Turkey’s central bank cut interest rates for a third straight month on Thursday, despite a falling lira and an annual inflation rate that has risen to over 83 percent.
Turkey’s monetary policymakers are bucking the global trend of central banks raising interest rates to fight inflation as high lending rates cool the economy and prices.
The latest decision comes after President Recep Tayyip Erdogan said the central bank will cut interest rates every month “as long as I am in power” – despite annual inflation hitting 83.45 percent in September.
Erdogan aims to cut interest rates to single digits by the end of the year as he prioritizes economic growth eight months ahead of general elections – which could promise to be the closest since he came to power nearly two decades ago.
Turkish politicians have insisted on following this unconventional economic model at the cost of astronomical inflation.
The central bank on Thursday said it cut its one-week repo rate to 10.5 percent from 12 percent, saying a rise in consumer prices was “due to the delayed and indirect impact of rising energy costs” caused by Russia’s war in Ukraine.
The rate cut was widely expected, but the 150 basis point cut was larger than expected after two 100 basis point moves in both August and September.
The bank hinted that the easing cycle would end next month.
“The (monetary policy) committee assessed taking a similar step and ending the rate-cutting cycle at the following meeting,” the bank said.
Liam Peach, senior emerging markets economist at London-based Capital Economics, said this forecast “seems like an admission that cutting interest rates is hardly the right thing to do when inflation is so high.”
“But at the same time it would bring interest rates to 9 percent and satisfy Erdogan’s desire to cut rates into single digits,” he added.
– ‘Re-election strategy’-
Inflation started to rise around the world after economies emerged from Covid lockdowns, but it worsened this year as Russia’s invasion of Ukraine pushed up energy and food prices.
Erdogan, a vocal opponent of higher borrowing costs, has called high interest rates his “biggest enemy”.

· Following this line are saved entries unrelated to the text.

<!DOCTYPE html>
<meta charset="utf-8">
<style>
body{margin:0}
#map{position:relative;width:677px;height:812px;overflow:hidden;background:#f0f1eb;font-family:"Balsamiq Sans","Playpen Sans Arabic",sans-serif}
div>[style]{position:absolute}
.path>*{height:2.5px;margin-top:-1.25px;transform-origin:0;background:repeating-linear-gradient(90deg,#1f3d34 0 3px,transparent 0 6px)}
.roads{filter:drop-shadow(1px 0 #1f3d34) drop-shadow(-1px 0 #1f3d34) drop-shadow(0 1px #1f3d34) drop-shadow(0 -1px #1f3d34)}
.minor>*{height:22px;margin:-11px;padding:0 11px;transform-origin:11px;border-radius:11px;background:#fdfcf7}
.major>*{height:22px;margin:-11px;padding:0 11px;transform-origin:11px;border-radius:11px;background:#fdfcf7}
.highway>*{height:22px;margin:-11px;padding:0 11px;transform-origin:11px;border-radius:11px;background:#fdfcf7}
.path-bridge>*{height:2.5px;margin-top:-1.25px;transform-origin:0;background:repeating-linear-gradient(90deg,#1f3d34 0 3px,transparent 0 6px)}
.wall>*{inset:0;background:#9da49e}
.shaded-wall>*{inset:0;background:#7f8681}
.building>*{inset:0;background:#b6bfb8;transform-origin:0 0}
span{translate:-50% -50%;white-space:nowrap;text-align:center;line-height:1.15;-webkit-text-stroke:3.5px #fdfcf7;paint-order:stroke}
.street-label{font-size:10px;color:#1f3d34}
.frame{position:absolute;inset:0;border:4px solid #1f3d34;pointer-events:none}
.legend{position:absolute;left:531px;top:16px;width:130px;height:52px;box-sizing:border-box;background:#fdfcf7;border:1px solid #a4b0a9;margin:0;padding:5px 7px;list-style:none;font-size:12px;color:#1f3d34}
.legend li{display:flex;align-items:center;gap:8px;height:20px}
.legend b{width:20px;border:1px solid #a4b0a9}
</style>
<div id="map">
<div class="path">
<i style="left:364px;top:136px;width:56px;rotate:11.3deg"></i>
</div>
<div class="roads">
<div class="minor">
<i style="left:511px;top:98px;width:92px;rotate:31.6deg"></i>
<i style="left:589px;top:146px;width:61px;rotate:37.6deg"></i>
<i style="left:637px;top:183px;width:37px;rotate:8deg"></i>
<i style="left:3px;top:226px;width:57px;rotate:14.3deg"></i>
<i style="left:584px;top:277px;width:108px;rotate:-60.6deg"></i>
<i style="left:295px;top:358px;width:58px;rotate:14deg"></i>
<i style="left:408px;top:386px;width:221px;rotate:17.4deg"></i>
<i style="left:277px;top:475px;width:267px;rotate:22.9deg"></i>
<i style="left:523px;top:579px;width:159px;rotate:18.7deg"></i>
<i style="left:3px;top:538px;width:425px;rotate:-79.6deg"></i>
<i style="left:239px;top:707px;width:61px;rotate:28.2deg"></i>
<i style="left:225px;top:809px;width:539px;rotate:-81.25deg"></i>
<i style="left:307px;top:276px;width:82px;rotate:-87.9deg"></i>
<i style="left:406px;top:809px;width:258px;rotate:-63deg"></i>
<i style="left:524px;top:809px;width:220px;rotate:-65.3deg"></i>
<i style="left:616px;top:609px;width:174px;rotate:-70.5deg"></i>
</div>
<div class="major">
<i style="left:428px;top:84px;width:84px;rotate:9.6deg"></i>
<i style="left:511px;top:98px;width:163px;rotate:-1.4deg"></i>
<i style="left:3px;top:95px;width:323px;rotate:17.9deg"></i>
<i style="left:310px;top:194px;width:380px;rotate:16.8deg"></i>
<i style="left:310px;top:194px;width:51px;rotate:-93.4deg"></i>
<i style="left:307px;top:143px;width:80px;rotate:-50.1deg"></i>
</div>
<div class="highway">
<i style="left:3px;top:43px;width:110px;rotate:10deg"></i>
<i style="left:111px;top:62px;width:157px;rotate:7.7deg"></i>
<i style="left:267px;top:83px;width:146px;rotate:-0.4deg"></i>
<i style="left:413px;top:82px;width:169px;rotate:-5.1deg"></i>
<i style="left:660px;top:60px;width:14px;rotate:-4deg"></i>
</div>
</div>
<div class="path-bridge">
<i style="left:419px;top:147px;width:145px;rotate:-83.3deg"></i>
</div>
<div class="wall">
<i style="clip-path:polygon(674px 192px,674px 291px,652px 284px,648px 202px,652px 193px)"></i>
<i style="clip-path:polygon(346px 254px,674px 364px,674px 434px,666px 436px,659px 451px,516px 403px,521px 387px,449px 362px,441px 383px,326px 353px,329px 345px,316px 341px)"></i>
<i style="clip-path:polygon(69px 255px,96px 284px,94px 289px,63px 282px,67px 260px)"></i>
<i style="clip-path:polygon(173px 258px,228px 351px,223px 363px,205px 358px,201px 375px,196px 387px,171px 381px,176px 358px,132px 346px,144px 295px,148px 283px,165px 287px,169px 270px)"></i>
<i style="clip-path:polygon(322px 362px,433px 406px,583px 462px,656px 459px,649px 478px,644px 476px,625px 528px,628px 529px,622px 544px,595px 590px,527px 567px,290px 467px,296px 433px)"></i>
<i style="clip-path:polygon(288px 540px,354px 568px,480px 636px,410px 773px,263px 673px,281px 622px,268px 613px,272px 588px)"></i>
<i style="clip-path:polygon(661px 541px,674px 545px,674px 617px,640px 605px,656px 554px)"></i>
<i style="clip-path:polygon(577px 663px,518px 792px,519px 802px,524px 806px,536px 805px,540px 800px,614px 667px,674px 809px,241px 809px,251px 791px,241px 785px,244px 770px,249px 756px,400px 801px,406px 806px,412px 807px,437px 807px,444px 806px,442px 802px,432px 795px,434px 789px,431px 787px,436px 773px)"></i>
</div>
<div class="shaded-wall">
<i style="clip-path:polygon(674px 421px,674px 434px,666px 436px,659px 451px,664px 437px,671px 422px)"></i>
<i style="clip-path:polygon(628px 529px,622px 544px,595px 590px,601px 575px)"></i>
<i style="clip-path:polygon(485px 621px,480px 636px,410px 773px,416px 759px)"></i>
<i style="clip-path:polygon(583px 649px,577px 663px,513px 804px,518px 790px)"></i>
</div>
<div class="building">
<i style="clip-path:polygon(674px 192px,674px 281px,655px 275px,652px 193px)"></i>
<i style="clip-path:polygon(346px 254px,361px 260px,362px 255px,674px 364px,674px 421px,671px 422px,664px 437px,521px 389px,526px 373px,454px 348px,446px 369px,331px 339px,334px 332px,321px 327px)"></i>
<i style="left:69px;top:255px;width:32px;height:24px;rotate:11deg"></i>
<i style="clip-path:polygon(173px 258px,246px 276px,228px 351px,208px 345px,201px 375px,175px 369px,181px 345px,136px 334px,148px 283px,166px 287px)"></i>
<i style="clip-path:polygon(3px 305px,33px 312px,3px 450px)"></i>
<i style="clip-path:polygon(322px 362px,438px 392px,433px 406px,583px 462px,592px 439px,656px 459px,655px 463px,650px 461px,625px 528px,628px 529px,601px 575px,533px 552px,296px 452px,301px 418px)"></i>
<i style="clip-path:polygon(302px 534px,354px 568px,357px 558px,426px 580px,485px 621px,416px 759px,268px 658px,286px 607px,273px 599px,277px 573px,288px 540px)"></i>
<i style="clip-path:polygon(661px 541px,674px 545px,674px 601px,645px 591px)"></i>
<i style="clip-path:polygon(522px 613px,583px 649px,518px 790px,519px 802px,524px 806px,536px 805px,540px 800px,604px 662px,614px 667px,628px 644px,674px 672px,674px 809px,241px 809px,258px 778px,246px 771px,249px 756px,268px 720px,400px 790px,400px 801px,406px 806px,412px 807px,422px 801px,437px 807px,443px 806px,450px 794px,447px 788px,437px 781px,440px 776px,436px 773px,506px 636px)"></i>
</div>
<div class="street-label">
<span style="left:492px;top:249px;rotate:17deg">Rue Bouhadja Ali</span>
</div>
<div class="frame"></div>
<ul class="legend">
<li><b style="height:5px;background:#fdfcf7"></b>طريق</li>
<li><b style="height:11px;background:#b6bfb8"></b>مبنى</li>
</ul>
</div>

Earlier this month, he vowed that while he remains in power, “interest rates will continue to fall by the day, by the week, by the month.”
As a result, the Turkish lira continues to depreciate against the US dollar, falling 28 percent since January.
“Erdogan’s economic re-election strategy is clear… Use money from Russia and (the) Gulf to fund foreign exchange interventions to defend the lira, lower interest rates as much as possible to jump-start credit and growth,” Timothy said , an analyst at BlueBay Asset Management, said Ash.
Turkey’s powerful leader has responded to the economic crisis by revising its foreign policy and restoring ties with its former rivals in the Arab world, including oil-rich Saudi Arabia.
Additional trade-oriented deals with Russia have helped shore up Turkey’s dwindling foreign exchange reserves and potentially give Erdogan enough breathing room to weather the economic storm leading up to the June elections.
However, Washington has been warning Turkish companies and banks trading with Russia of possible sanctions for several months.
Elizabeth Rosenberg, the US Assistant Secretary of State for Terrorist Financing and Financial Crimes, traveled to Ankara and Istanbul this week, the Treasury Department said.
Their meetings “reaffirmed the importance of a close partnership between the United States and Turkey in addressing the risks posed by sanctions evasion and other illicit financial activities.”